The myths and legends of fairies and the other fey folk have given rise to much beautiful art as well as memorable stories and symbols. It seems only natural that these should have been combined with another repository of image and symbol: the Tarot.
What Is The Fairy Tarot?
There is no single “correct” Tarot deck, just as there is no single “correct” source of fairy lore. Over the centuries artists and philosophers have designed tarot decks based on all manner of folklore and mystical systems. Some of these have become popular and are still available to buy today, others have faded and are lost.
The Lupatelli Deck
Today the most well-known fairy deck is probably the Fairy Tarot created by artist Antonio Lupatelli and published by Lo Scarabeo. This is a full 78 card deck with individual images for the different cards. In the Major Arcana, some traditional cards have been replaced by new figures more appropriate to the fairy kingdom. For the minor arcana the traditional suits have been replaced by Hearts, Leaves, Bells and Acorns. The Lupatelli Fairy Tarot deck definitely falls into the more positive range of decks on the market.

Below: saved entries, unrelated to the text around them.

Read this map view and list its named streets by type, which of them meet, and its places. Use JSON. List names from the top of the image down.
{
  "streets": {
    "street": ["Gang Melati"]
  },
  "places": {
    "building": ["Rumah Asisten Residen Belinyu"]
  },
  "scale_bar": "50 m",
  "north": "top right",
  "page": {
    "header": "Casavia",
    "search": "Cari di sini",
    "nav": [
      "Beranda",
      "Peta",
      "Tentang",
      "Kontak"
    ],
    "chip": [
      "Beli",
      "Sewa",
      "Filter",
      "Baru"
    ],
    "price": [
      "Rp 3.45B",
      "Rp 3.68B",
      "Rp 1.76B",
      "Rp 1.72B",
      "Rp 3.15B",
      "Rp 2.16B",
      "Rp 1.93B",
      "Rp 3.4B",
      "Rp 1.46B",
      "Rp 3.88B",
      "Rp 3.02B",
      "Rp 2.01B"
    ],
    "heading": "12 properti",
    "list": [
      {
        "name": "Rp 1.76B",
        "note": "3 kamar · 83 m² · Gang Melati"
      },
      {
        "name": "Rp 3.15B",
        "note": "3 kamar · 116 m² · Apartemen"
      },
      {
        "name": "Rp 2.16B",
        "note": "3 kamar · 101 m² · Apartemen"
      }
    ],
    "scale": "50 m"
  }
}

Lupatelli also created the Tarot of the Gnomes.
The Fey Tarot
The Fey Tarot was created by Riccardo Minetti and Mara Aghem and is also published by Lo Scarabeo. Although it shares the positive feel of the Lupatelli deck the artwork is, to my mind, slightly less childlike in nature with something of an anime feel. (I should stress here that for me “childlike” is not an insult!).
Personally I prefer the pictures on the Fey Tarot to the rather cuter illustrations on the Lupatelli deck, but at the end of the day the choice of which Tarot deck to buy is a very personal one, you need to find the imagery and symbolism that works best for you.

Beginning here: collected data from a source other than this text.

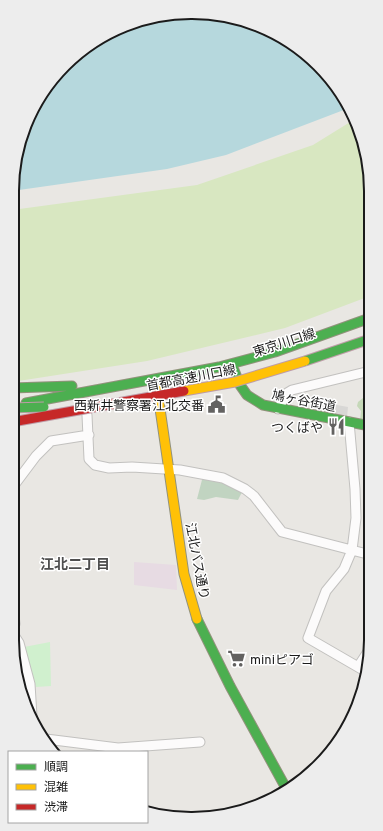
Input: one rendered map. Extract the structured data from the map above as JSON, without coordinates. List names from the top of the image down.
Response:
{
  "streets": {
    "main road": [
      "東京川口線",
      "首都高速川口線",
      "鳩ヶ谷街道",
      "江北バス通り"
    ]
  },
  "crossings": [
    ["東京川口線", "江北バス通り"]
  ],
  "districts": ["江北二丁目"],
  "places": {
    "public building": ["西新井警察署江北交番"],
    "restaurant": ["つくばや"],
    "supermarket": ["miniピアゴ"]
  },
  "legend": ["順調", "混雑", "渋滞"]
}
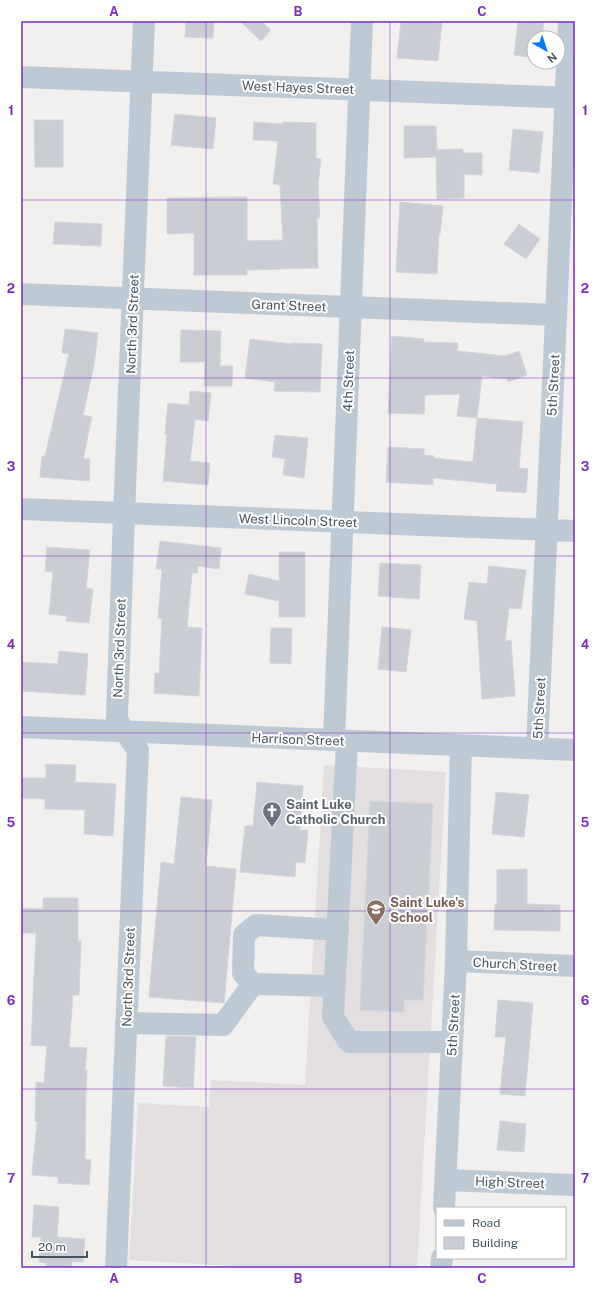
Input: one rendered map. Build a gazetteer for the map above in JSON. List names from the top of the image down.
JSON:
{
  "streets": {
    "street": [
      "West Hayes Street",
      "Grant Street",
      "North 3rd Street",
      "4th Street",
      "5th Street",
      "West Lincoln Street",
      "Harrison Street",
      "Church Street",
      "High Street"
    ]
  },
  "crossings": [
    ["West Hayes Street", "North 3rd Street"],
    ["West Hayes Street", "4th Street"],
    ["West Hayes Street", "5th Street"],
    ["Grant Street", "North 3rd Street"],
    ["Grant Street", "4th Street"],
    ["Grant Street", "5th Street"],
    ["North 3rd Street", "West Lincoln Street"],
    ["North 3rd Street", "Harrison Street"],
    ["4th Street", "5th Street"],
    ["4th Street", "West Lincoln Street"],
    ["4th Street", "Harrison Street"],
    ["5th Street", "West Lincoln Street"],
    ["5th Street", "Harrison Street"],
    ["5th Street", "Church Street"],
    ["5th Street", "High Street"]
  ],
  "places": {
    "church": ["Saint Luke Catholic Church"],
    "school or university": ["Saint Luke's School"]
  },
  "legend": ["Road", "Building"],
  "scale_bar": "20 m",
  "north": "bottom right",
  "grid": {
    "columns": ["A", "B", "C"],
    "rows": [
      "1",
      "2",
      "3",
      "4",
      "5",
      "6",
      "7"
    ]
  }
}
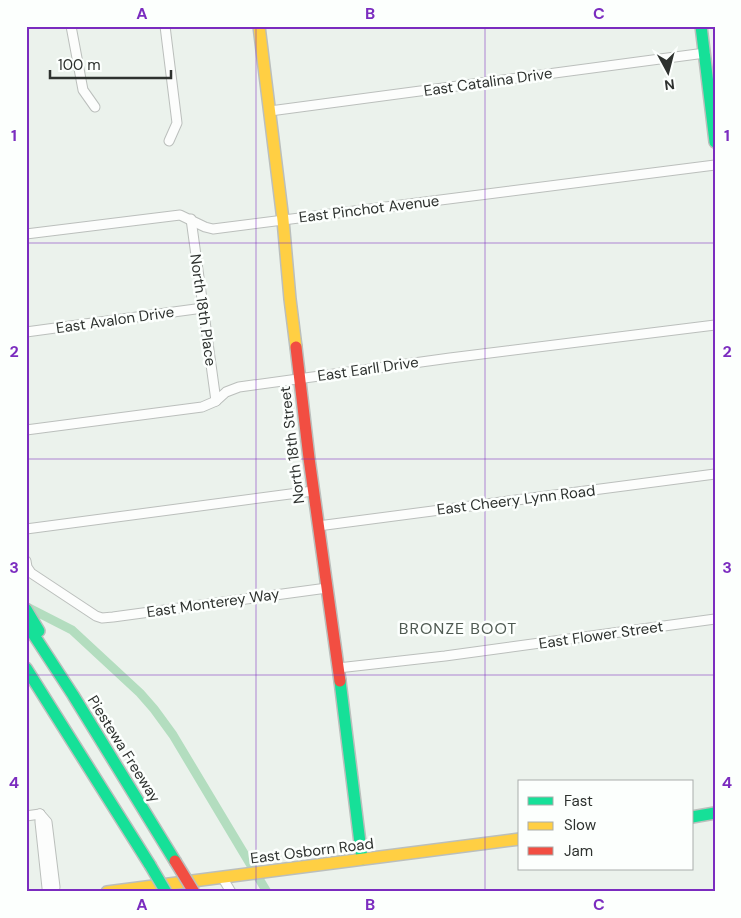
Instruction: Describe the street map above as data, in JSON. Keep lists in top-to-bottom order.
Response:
{
  "streets": {
    "main road": ["North 18th Street", "Piestewa Freeway", "East Osborn Road"],
    "street": [
      "East Catalina Drive",
      "East Pinchot Avenue",
      "North 18th Place",
      "East Avalon Drive",
      "East Earll Drive",
      "East Cheery Lynn Road",
      "East Monterey Way",
      "East Flower Street"
    ]
  },
  "crossings": [
    ["East Catalina Drive", "North 18th Street"],
    ["East Pinchot Avenue", "North 18th Place"],
    ["East Pinchot Avenue", "North 18th Street"],
    ["North 18th Place", "East Avalon Drive"],
    ["North 18th Place", "East Earll Drive"],
    ["East Earll Drive", "North 18th Street"],
    ["North 18th Street", "East Cheery Lynn Road"],
    ["North 18th Street", "East Monterey Way"],
    ["North 18th Street", "East Flower Street"],
    ["North 18th Street", "East Osborn Road"]
  ],
  "districts": ["BRONZE BOOT"],
  "legend": ["Fast", "Slow", "Jam"],
  "scale_bar": "100 m",
  "north": "bottom",
  "grid": {
    "columns": ["A", "B", "C"],
    "rows": [
      "1",
      "2",
      "3",
      "4"
    ]
  }
}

This is probably the most unusual of the decks listed here. Published by Magic Realist Press the Fairytale Tarot is a full 78 card deck with illustrations based on traditional fairy tales from around the world. For example it contains the Ugly Duckling as the Ace of Cups and The Sorceror’s Apprentice as the Ten of Wands. It’s an intriguing idea, though I think I’d need to also buy the boxed set that comes complete with explanatory book – some of the tales such as The Feather of Finist the Falcon are not exactly well known.